I travel on the train often so my handsets regularly drop their network connections. It’s no biggie. This has been happening since 1986 and it’s factored in to the occasionally frustrating mobile experience.
What’s utterly perplexing, though, is the iPhone’s panicked “Cannot access data network” prompt whenever the network drops.
It doesn’t matter what I’m doing on the phone — even if I’m not actively using it — I seem to get this crazy message.
It’s crazy because it’s a super example of totally sh1t user experience. Apple are supposed to be the masters of this stuff.

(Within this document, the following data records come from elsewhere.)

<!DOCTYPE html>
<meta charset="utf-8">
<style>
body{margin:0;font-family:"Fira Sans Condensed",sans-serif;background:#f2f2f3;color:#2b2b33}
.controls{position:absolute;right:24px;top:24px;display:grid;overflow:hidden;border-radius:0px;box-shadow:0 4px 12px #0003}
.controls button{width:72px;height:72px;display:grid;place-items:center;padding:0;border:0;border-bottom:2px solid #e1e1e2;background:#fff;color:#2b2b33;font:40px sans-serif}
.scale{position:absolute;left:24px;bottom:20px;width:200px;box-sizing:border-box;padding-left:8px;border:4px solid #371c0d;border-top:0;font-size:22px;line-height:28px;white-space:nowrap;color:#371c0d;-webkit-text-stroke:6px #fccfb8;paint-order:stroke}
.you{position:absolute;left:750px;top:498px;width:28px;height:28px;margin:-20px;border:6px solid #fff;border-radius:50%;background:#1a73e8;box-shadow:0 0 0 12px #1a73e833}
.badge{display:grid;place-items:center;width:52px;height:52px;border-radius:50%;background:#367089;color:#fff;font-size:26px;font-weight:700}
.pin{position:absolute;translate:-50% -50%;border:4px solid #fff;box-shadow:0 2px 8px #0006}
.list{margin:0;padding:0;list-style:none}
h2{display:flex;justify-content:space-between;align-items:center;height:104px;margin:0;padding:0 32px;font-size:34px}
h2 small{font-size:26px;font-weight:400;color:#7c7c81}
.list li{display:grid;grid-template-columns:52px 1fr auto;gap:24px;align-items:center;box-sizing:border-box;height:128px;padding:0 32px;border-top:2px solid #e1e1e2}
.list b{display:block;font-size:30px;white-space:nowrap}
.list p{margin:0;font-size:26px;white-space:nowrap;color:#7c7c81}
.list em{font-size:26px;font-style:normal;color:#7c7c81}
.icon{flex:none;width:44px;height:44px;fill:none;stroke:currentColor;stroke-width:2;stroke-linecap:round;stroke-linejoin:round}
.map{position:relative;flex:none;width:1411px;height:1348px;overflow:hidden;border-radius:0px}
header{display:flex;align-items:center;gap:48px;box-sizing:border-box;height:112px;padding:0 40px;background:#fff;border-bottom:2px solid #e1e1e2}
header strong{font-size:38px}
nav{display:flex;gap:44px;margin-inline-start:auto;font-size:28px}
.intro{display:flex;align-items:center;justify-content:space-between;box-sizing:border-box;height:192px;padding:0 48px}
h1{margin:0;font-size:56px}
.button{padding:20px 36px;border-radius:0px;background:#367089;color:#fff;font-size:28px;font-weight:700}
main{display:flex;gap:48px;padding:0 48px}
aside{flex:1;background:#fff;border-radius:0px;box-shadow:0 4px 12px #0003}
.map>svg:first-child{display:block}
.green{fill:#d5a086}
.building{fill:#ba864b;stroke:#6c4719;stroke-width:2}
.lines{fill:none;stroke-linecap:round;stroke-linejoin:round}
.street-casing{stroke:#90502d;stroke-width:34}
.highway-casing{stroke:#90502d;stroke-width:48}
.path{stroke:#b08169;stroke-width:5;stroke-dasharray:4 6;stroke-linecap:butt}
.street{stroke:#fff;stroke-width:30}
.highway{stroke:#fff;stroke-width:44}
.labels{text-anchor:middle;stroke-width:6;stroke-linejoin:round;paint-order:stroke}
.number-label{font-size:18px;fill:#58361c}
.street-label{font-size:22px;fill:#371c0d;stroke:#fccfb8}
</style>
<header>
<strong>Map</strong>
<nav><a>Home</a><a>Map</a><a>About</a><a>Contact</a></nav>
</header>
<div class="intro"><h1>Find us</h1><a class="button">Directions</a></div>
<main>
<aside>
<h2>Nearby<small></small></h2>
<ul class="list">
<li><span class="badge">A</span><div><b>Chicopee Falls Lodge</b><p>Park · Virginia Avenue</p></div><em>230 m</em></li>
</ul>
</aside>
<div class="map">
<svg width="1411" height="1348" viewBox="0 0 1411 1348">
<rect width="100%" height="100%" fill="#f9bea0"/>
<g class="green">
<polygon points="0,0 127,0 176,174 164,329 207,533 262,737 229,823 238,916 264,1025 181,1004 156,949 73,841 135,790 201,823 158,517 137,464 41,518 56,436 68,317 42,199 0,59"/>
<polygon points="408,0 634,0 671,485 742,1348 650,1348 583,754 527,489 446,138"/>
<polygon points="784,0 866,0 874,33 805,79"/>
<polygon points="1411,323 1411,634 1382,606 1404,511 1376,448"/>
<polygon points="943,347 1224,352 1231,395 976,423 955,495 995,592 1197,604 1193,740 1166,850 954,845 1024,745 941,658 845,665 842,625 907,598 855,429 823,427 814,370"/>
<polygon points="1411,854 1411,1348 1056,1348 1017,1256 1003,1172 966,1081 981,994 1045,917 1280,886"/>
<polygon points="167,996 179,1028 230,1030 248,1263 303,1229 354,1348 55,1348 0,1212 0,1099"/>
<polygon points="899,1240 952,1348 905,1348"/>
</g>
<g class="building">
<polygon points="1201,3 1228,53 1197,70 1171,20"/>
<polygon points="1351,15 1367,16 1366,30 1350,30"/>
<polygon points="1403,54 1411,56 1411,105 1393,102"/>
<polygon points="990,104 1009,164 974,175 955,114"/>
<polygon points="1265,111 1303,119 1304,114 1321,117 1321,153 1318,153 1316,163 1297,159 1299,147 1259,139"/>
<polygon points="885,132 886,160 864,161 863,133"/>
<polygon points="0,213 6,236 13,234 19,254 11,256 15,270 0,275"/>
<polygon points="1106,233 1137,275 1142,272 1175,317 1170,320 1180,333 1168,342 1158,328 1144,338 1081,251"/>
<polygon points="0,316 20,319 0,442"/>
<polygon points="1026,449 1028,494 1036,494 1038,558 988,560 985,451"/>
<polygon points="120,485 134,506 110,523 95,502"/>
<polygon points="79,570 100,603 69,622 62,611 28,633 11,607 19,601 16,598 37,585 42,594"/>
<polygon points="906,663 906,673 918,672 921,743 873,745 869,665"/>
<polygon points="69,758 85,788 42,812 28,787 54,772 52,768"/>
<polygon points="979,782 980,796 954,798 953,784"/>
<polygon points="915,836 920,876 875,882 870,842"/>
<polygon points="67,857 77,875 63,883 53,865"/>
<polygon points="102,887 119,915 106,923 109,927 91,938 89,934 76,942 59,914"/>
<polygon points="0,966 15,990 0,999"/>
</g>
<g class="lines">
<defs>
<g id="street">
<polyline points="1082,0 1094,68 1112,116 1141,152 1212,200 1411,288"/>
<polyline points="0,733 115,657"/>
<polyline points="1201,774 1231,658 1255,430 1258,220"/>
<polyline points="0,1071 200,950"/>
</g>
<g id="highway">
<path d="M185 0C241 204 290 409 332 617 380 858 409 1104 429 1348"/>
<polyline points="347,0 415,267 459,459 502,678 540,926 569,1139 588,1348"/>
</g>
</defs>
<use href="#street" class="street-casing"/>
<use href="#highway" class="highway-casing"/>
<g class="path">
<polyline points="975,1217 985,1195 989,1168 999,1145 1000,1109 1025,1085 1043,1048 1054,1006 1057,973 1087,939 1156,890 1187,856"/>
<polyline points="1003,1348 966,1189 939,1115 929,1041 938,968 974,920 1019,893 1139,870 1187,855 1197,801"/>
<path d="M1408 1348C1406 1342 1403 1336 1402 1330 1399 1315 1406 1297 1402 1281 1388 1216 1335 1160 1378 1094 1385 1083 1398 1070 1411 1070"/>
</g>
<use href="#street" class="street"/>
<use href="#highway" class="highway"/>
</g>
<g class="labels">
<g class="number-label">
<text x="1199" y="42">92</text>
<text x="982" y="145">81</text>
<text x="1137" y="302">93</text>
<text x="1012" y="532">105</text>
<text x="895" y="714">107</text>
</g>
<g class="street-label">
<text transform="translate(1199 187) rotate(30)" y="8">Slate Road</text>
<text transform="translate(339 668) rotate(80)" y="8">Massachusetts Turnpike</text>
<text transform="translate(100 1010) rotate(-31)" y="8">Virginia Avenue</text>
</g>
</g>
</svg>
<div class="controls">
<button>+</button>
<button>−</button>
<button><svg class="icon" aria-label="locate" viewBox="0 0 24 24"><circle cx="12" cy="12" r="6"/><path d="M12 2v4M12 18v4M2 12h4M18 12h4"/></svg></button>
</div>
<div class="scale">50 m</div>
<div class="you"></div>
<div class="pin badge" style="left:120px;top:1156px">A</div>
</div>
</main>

But the moment your handset hits a “no service” pocket, you’re warned with a prompt that requires you to dismiss it before you can continue.
This is a good example of how dated iOS is, from a fundamental level. Back in 2006, when the team were programming it for a 2007 release, this might have sounded like a useful feature, especially if your first-gen hardware was a bit iffy on the connection quality.
I do have to point out that not even the horrific Nokia N97 displayed silly prompts like this. The handset just got on with it.
Getting on with it is, coincidentally, what many of iPhone’s fans like so much. The appreciate that they don’t have to switch on or manually activate a WiFi connection. Nor do they need to tell the phone which to prioritise. When you get home, your iPhone will pick up your WiFi seamlessly — a huge improvement on the manual systems that had gone before.
All the whizzy experiential joy goes out of the window when you’re forced to routinely interrupt your handset usage to acknowledge it’s panicky network issue. Why is this even built into the operating system any more?
Just deal with it, iPhone!
‘I do have to point out that not even the horrific Nokia N97 displayed silly prompts like this. The handset just got on with it.’
Err noo….what the horrific N97 would actually do is disable automatic checking of email if there was no data at the time it checked. So if you set the N97, or in fact any Symbian phone of the time to check your email every 30 mins etc and data was not available, it would disable email and you’d have to delve about 4 levels deep in settings to re-enable it. A right f’ing pain in the arse it was.
They need a new option: press and hold *any* notification/alert etc, opting not to be warned again, or for x hours/days/weeks.
Dear UX designers of the world, you can have that idea for a crate of Samuel Smith’s.
Ahhhh
Heh fair point!
Mine is not too bad.. but my mates iPhone drops all the time when he’s on the move. Can’t blame the network as it’s in city centres and such like.. He’s on the phone and just goes dead, or goes to check mails and can’t get online at all..
The notification/alert system for iOS has always been broken. The context of the type of notification you were getting Ewan should be something displayed in thge notification bar, as its something to see and ignore (perhaps with a timer to only sit there for ‘x’ minutes unless manually dismissed). That Apple hasn’t gone to using the notification bar across all system notification with the exception of alert/prompt for purposed action contexts strickes me as the greater UX snaffu.
They could have just went smarter and copied WebOS with the entire notifications schema, but that would have been too tough for Jobs’ ego me thinks.
I usually turn my notifications off because it drains my battery pretty fast.
Any other tips?
I don’t think so… where are you even seeing that option?
Biggest current gripe with the iPhone for sure. And seems to be getting worse too. They do seem to eventually improve these things though, so fingers crossed.